Par rapport à la question qui nous occupe, la chercheuse danah boyd constate que les selfies ne sont pas que des actes narcissiques. Est-ce qu’un autoportrait devant un monument est la même chose qu’un selfie dans le miroir de sa salle de bains ? Une fonction de la photo peut être d’immortaliser un moment, de dire « j’y étais ». Ce type de cliché servirait d’abord à mettre en valeur un contexte, et non la personne en tant que telle.
D’un autre coté, danah boyd constate dans ses recherches que les « likes » font du bien aux jeunes et que la quête de l’attention est fort présente dans leur construction identitaire. L’image de soi (celle que l’on donne, et celle que les autres nous renvoient) occupe donc une place prépondérante sur le web.
Différents réseaux sociaux illustrent comment cette image peut être « travaillée », mise en scène. Par exemple, Google+ propose de lister vos « plus belles réussites ». Facebook invite quant à lui à renseigner vos « événements marquants » dans sa timeline, ou à « choisir une image unique » en guise de photo de couverture. Des sites qui se revendiquent de l’éducation aux médias abondent dans cette direction, lorsqu’ils soulignent l’importance de faire très attention à votre « e-reputation », votre réputation en ligne. A ce sujet, certains analystes parlent de « personal branding » pour désigner le fait que des individus ont recours à des pratiques similaires à celles du marketing pour se mettre en valeur, créer une sorte de « vitrine de soi ».
Les plus alarmistes déplorent dès lors le risque d’un modèle du web comme « lieu du paraître », où l’erreur, par exemple, ne serait plus permise et nous poursuivrait toute notre vie.

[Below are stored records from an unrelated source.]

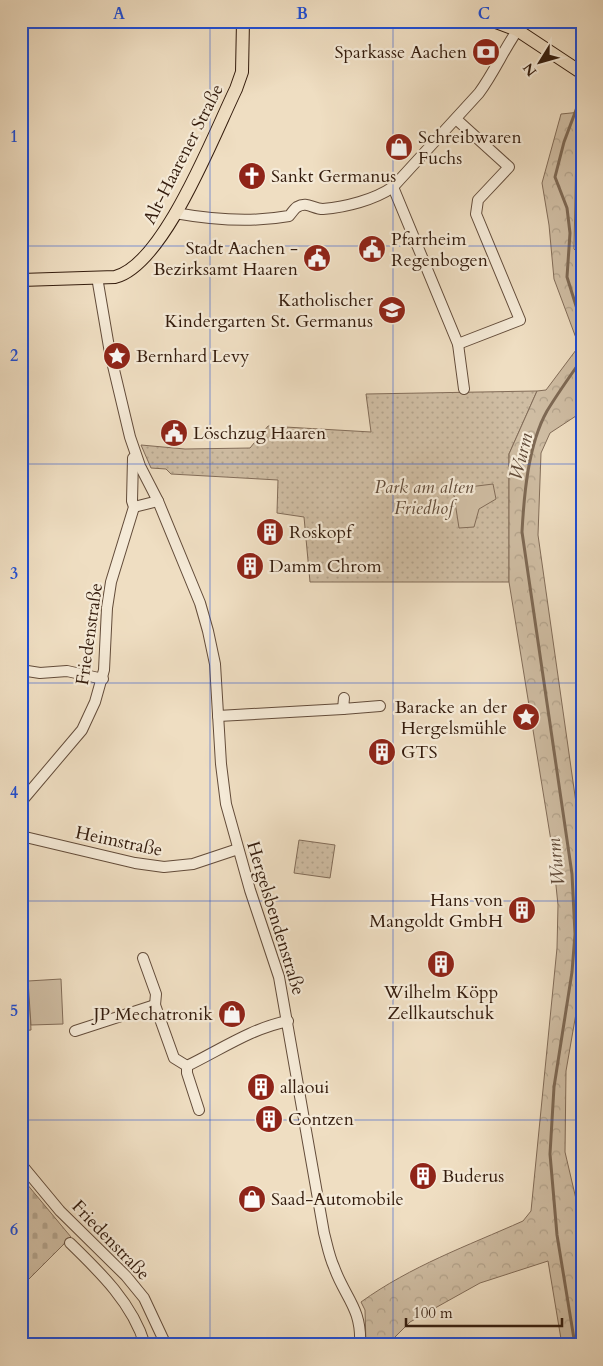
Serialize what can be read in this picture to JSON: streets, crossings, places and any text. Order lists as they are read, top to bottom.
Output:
{
  "streets": {
    "main road": ["Alt-Haarener Straße"],
    "street": ["Friedenstraße", "Heimstraße", "Hergelsbendenstraße"]
  },
  "crossings": [
    ["Alt-Haarener Straße", "Friedenstraße"],
    ["Friedenstraße", "Hergelsbendenstraße"],
    ["Heimstraße", "Hergelsbendenstraße"]
  ],
  "water": ["Wurm"],
  "parks": ["Park am alten Friedhof"],
  "places": {
    "bank": ["Sparkasse Aachen"],
    "shop": ["Schreibwaren Fuchs", "JP Mechatronik", "Saad-Automobile"],
    "church": ["Sankt Germanus"],
    "public building": ["Pfarrheim Regenbogen", "Stadt Aachen - Bezirksamt Haaren", "Löschzug Haaren"],
    "school or university": ["Katholischer Kindergarten St. Germanus"],
    "place": ["Bernhard Levy", "Baracke an der Hergelsmühle"],
    "building": [
      "Roskopf",
      "Damm Chrom",
      "GTS",
      "Hans von Mangoldt GmbH",
      "Wilhelm Köpp Zellkautschuk",
      "allaoui",
      "Contzen",
      "Buderus"
    ]
  },
  "scale_bar": "100 m",
  "north": "bottom left",
  "grid": {
    "columns": ["A", "B", "C"],
    "rows": [
      "1",
      "2",
      "3",
      "4",
      "5",
      "6"
    ]
  }
}
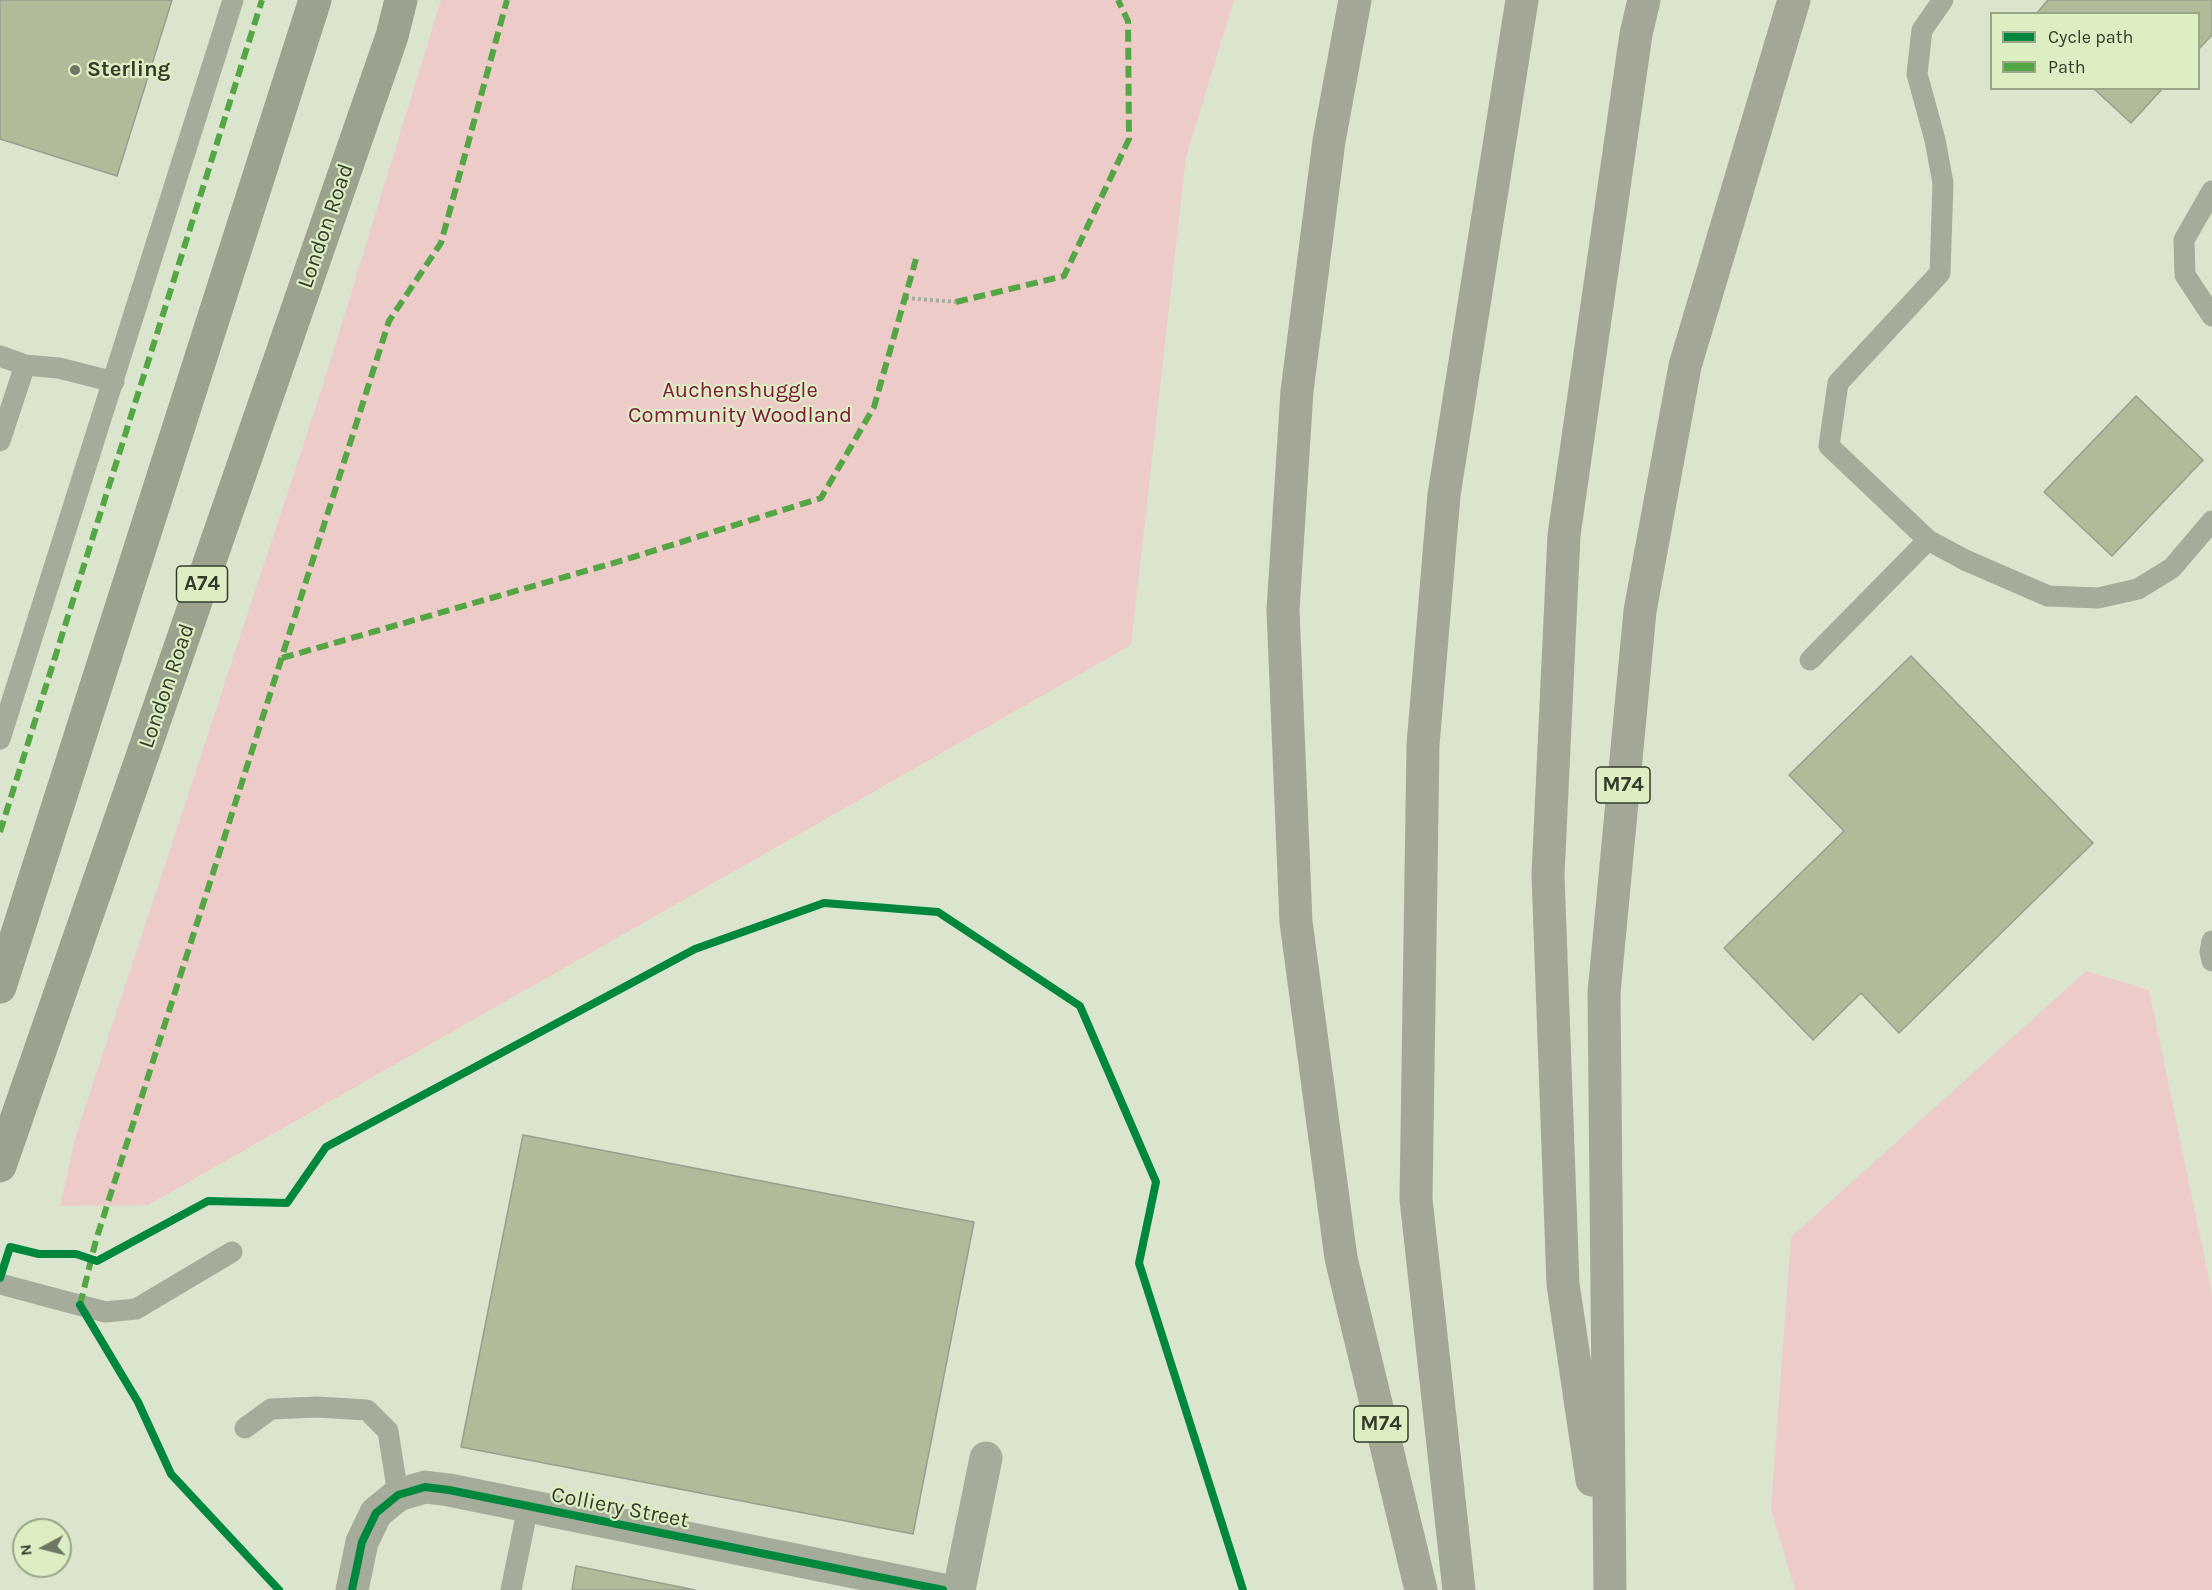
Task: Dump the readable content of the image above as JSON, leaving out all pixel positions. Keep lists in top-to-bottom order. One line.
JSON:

Les likes et les partages deviendraient les unités de mesure de la valeur des personnes.
Dans cet ordre d’idées, pour Thomas De Long « Facebook crée une culture de compétition et de comparaison ». Concrètement, les personnes partagent plus volontiers des informations comme « j’ai eu une promotion » ou « regardez ma nouvelle voiture » que leurs échecs, et encore moins les banalités du quotidien. Selon lui, cela contribuerait à nous rendre malheureux en augmentant nos standards de succès.
Plus loin encore, un individu peut avoir la sensation non seulement que les autres ont une meilleure vie que lui (parce qu’il est confronté à une réalité « épurée »), mais en plus que l’image qu’il renvoie de lui-même n’est pas conforme à qui il est vraiment. En effet, il existe parfois un écart entre la vitrine « idéale » qu’une personne affiche à l’extérieur et l’image qu’elle a d’elle-même.
Tout cela mérite d’être nuancé. Certains refusent d’être sur Facebook, ne pratiquent pas régulièrement le selfie ou encore disent ne pas se tracasser de l’image qu’ils donnent d’eux-mêmes. Il est profondément réducteur de dire qu’une société dans son ensemble est plus ou moins égocentrique. Dans les discours, par ailleurs, les personnes peuvent prendre beaucoup de distance critique avec leurs propres pratiques, soulignant la conscience qu’ils ont de « porter un masque » et de « jouer le jeu ». Toujours est-il que ces réflexions peuvent être mises en lien avec un travail relatif à la connaissance de soi, aux croyances qu’un individu porte sur lui-même et sur les autres, à la confiance qu’il a en lui et dans les autres, ou encore aux réussites et aux échecs qu’il s’autorise et se reconnait. C’est-à-dire, en somme, sur l’estime de soi.